Ils ne supportaient plus que des familles entières de demandeurs d'asile, fuyant notamment les violences persistantes en Albanie, se voient refuser des hébergements pendant l'instruction de leur dossier. Il y a un mois, ils ont investi un grand appartement vide depuis plusieurs années à deux pas du centre-ville et proposent de signer un bail précaire.
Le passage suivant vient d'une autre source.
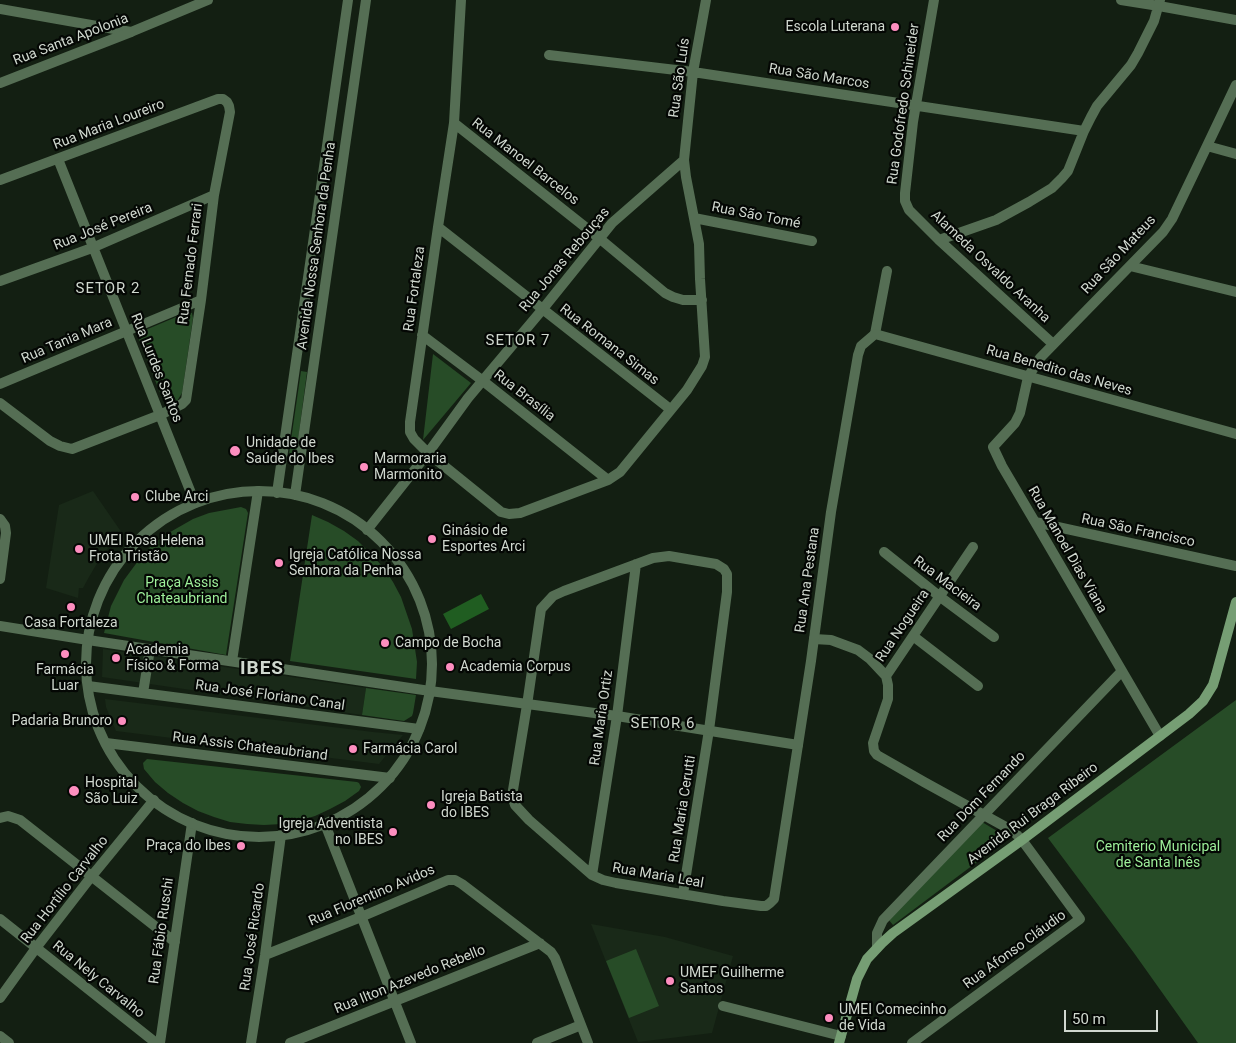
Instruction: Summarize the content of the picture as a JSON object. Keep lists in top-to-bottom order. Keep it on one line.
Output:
{"streets":{"main road":["Avenida Rui Braga Ribeiro"],"street":["Rua Santa Apolonia","Rua São Marcos","Rua São Luís","Rua Godofredo Schineider","Rua Maria Loureiro","Rua Manoel Barcelos","Rua São Tomé","Rua José Pereira","Avenida Nossa Senhora da Penha","Rua São Mateus","Rua Jonas Rebouças","Rua Fernado Ferrari","Alameda Osvaldo Aranha","Rua Fortaleza","Rua Tania Mara","Rua Romana Simas","Rua Lurdes Santos","Rua Benedito das Neves","Rua Brasília","Rua São Francisco","Rua Manoel Dias Viana","Rua Ana Pestana","Rua Macieira","Rua Nogueira","Rua José Floriano Canal","Rua Maria Ortiz","Rua Assis Chateaubriand","Rua Dom Fernando","Rua Maria Cerutti","Rua Maria Leal","Rua Hortílio Carvalho","Rua Florentino Avidos","Rua Fábio Ruschi","Rua José Ricardo","Rua Afonso Cláudio","Rua Nely Carvalho","Rua Ilton Azevedo Rebello"]},"crossings":[["Rua São Marcos","Rua São Luís"],["Rua São Marcos","Rua Godofredo Schineider"],["Rua São Luís","Rua Manoel Barcelos"],["Rua São Luís","Rua São Tomé"],["Rua São Luís","Rua Jonas Rebouças"],["Rua São Luís","Rua Fortaleza"],["Rua São Luís","Rua Romana Simas"],["Rua Godofredo Schineider","Alameda Osvaldo Aranha"],["Rua Maria Loureiro","Rua Fernado Ferrari"],["Rua Maria Loureiro","Rua Lurdes Santos"],["Rua Manoel Barcelos","Rua Jonas Rebouças"],["Rua Manoel Barcelos","Rua Fortaleza"],["Rua José Pereira","Rua Fernado Ferrari"],["Rua José Pereira","Rua Lurdes Santos"],["Rua São Mateus","Alameda Osvaldo Aranha"],["Rua São Mateus","Rua Benedito das Neves"],["Rua São Mateus","Rua Manoel Dias Viana"],["Rua Jonas Rebouças","Rua Fortaleza"],["Rua Jonas Rebouças","Rua Romana Simas"],["Rua Jonas Rebouças","Rua Brasília"],["Rua Fernado Ferrari","Rua Tania Mara"],["Rua Fernado Ferrari","Rua Lurdes Santos"],["Rua Fortaleza","Rua Romana Simas"],["Rua Fortaleza","Rua Brasília"],["Rua Tania Mara","Rua Lurdes Santos"],["Rua Benedito das Neves","Rua Manoel Dias Viana"],["Rua Benedito das Neves","Rua Ana Pestana"],["Rua São Francisco","Rua Manoel Dias Viana"],["Rua Manoel Dias Viana","Rua Dom Fernando"],["Rua Manoel Dias Viana","Avenida Rui Braga Ribeiro"],["Rua Ana Pestana","Rua Maria Leal"],["Rua Macieira","Rua Nogueira"],["Rua Nogueira","Rua Dom Fernando"],["Rua Maria Ortiz","Rua Maria Leal"],["Rua Dom Fernando","Avenida Rui Braga Ribeiro"],["Rua Maria Cerutti","Rua Maria Leal"],["Avenida Rui Braga Ribeiro","Rua Afonso Cláudio"],["Rua Hortílio Carvalho","Rua Nely Carvalho"],["Rua Florentino Avidos","Rua José Ricardo"],["Rua Florentino Avidos","Rua Ilton Azevedo Rebello"]],"districts":["SETOR 2","SETOR 7","IBES","SETOR 6"],"parks":["Praça Assis Chateaubriand","Cemiterio Municipal de Santa Inês"],"places":["Escola Luterana","Unidade de Saúde do Ibes","Marmoraria Marmonito","Clube Arci","Ginásio de Esportes Arci","UMEI Rosa Helena Frota Tristão","Igreja Católica Nossa Senhora da Penha","Casa Fortaleza","Campo de Bocha","Farmácia Luar","Academia Físico & Forma","Academia Corpus","Padaria Brunoro","Farmácia Carol","Hospital São Luiz","Igreja Batista do IBES","Igreja Adventista no IBES","Praça do Ibes","UMEF Guilherme Santos","UMEI Comecinho de Vida"],"scale_bar":"50 m"}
Des jeunes Bisontins ont ouvert un squatt pour migrants à la rue

Une sonnette avec quelques noms, on appuie. Une voix dans l'interphone, on pousse la porte et on grimpe à l'étage indiqué. Camille nous accueille dans le hall vétuste mais en bon état d'un grand appartement bourgeois, inoccupé depuis plus de sept ans. Des câbles électriques courent dans le couloir. On a commencé à refaire l'électricité qui n'était plus aux normes : « ça a été supervisé par un professionnel ».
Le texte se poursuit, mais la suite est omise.